Los llamados paraísos fiscales[1] son una de las mayores vergüenzas de la humanidad. La opacidad garantizada de las cuentas que en ellos se refugian es la cloaca del mundo en la que se refugia el dinero procedente de las actividades delictivas más deleznables como el trágico de droga o de armas, la financiación del terrorismo internacional, etc. Por supuesto que estas actividades no desaparecerían si no existiesen los paraísos fiscales pero, indudablemente, tendrían inmensas trabas para mover el dinero y eso haría que su potencial para el mal disminuyese de forma muy significativa. En un grado de importancia menor, aunque no irrelevante, también ampara fortunas que, si bien no proceden de actividades delictivas en sí mismas, se han producido en forma de dinero negro que no paga impuestos y que perjudica notablemente a los países que deberían haber recibido esos impuestos. Podríamos decir que son actividades delictivas en segunda derivada. Ahí están muchas empresas y particulares, incluida gente que se considera de izquierdas, pero que no se privan de evadir impuestos. Más adelante volveré, no obstante, sobre el tema de los impuestos, porque no todo sistema impositivo es justo ni moralmente lícito. Los Estados pueden abusar, y casi siempre lo hacen, de su poder para imponer impuestos injustificables. Pero esto es otra historia a la que volveré más adelante.

Hay, sin embargo, otro aspecto de los paraísos fiscales que es, a mi modo de entender, perfectamente ético y que cumple una función relevante. Hay empresas que operan en todo el mundo y que ganan su beneficio, perfectamente lícito, en un país distinto de aquél en el que tienen su sede. Llamemos P al país en el que se ha generado el beneficio y S al país donde tiene su sede la empresa transnacional. La mayoría de ellas pagan los impuestos que deben pagar en P (también hablaré un poco más tarde de las llamadas “estrategias fiscales agresivas” de algunas empresas transnacionales). Pero en la fiscalidad internacional hay que tomar en consideración la llamada doble imposición. Puede ocurrir que una empresa que gana dinero en P y paga allí los impuestos que marca la ley de P, cuando se lleve parte de ese beneficio a S, tenga que volver a pagar otra vez todos los impuestos de S. Esto de pagar dos veces impuestos por lo mismo en dos países es lo que se llama la doble imposición y es, a mi modo de ver, inadmisible. Por eso muchos países tienen entre sí tratados llamados de doble imposición (aunque deberían llamarse tratados para evitar la doble imposición).

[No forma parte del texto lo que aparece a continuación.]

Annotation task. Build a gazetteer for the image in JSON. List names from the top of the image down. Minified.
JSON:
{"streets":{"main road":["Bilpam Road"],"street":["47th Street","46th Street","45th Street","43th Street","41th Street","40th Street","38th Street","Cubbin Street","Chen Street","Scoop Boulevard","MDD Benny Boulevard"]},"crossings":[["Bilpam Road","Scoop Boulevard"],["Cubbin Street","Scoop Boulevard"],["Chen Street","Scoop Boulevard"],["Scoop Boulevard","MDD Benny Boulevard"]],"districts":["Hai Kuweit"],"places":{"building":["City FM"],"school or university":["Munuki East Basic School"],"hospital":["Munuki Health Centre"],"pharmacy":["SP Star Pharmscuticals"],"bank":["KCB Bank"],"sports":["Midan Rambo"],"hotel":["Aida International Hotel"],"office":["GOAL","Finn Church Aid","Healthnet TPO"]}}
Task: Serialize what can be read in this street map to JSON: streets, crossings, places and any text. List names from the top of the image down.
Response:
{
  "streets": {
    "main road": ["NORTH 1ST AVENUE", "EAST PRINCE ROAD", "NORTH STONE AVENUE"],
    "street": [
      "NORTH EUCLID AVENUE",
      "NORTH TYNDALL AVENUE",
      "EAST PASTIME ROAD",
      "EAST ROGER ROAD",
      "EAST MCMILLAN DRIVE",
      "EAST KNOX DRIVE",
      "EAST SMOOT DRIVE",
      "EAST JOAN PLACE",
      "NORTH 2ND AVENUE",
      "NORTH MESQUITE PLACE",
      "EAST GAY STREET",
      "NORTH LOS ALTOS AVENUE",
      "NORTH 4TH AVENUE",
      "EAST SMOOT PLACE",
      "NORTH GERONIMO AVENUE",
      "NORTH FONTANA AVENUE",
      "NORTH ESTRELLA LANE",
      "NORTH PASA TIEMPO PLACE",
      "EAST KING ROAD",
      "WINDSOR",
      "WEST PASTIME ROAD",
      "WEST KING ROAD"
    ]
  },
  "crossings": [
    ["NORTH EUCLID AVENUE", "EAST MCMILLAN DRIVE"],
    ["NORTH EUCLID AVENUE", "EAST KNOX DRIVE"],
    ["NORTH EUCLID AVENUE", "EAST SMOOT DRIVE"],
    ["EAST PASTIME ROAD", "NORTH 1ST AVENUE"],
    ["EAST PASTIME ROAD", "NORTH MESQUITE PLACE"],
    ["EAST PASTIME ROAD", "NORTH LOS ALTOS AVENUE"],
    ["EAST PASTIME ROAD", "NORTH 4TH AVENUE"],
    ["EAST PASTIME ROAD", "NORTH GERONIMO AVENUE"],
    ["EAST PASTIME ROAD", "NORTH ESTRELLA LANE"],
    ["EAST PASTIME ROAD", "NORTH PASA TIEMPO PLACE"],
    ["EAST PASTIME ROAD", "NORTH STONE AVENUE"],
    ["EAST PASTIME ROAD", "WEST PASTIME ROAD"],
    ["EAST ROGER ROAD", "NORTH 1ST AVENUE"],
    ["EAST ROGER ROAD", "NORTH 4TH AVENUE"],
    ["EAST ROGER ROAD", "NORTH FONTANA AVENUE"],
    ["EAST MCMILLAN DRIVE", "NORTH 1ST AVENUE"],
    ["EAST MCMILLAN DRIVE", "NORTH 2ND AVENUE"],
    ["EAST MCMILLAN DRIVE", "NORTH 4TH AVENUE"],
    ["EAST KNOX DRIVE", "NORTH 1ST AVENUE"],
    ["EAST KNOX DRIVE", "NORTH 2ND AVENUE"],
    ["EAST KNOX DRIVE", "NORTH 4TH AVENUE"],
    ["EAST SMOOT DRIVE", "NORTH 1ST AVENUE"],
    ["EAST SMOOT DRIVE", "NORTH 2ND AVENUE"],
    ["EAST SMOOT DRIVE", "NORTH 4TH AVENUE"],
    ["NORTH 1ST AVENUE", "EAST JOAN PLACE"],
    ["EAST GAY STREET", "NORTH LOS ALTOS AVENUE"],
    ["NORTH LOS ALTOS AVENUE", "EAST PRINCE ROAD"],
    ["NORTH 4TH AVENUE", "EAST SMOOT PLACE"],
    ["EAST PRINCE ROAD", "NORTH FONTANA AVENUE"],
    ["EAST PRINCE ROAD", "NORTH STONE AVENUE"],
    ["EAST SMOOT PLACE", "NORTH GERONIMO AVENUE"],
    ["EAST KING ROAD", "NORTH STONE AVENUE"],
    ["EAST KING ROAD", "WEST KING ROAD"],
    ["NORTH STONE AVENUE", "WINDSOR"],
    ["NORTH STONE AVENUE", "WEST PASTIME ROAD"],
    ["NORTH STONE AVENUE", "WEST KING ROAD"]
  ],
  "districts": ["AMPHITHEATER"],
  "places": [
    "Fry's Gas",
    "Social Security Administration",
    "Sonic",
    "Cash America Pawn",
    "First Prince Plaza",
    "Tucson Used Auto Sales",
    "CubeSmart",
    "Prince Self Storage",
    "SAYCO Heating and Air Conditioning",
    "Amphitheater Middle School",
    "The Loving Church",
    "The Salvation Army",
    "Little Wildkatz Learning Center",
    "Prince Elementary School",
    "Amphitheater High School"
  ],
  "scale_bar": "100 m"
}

Estos acuerdos pueden tener múltiples formas pero, de una u otra manera pretenden lo mismo: a) que no se pague dos veces impuestos por lo mismo y, a veces, b) que si P tiene que una tasa impositiva menor que S, sólo se paguen los impuestos de P, que es donde ha generado los beneficios. En algunos tratados, no obstante, este punto b) no existe, sino que al repatriar esos beneficios de P a S, la empresa debe pagar la diferencia de impuestos entre ambos países, aunque el beneficio se haya generado todo él en P. Es indudable que para empresas que operan en diferentes países, determinar dónde se genera el beneficio puede suponer muchísimo dinero. Por eso luego hablaré de las llamadas “estrategias fiscales agresivas”. Pero ahora volvamos a los paraísos fiscales.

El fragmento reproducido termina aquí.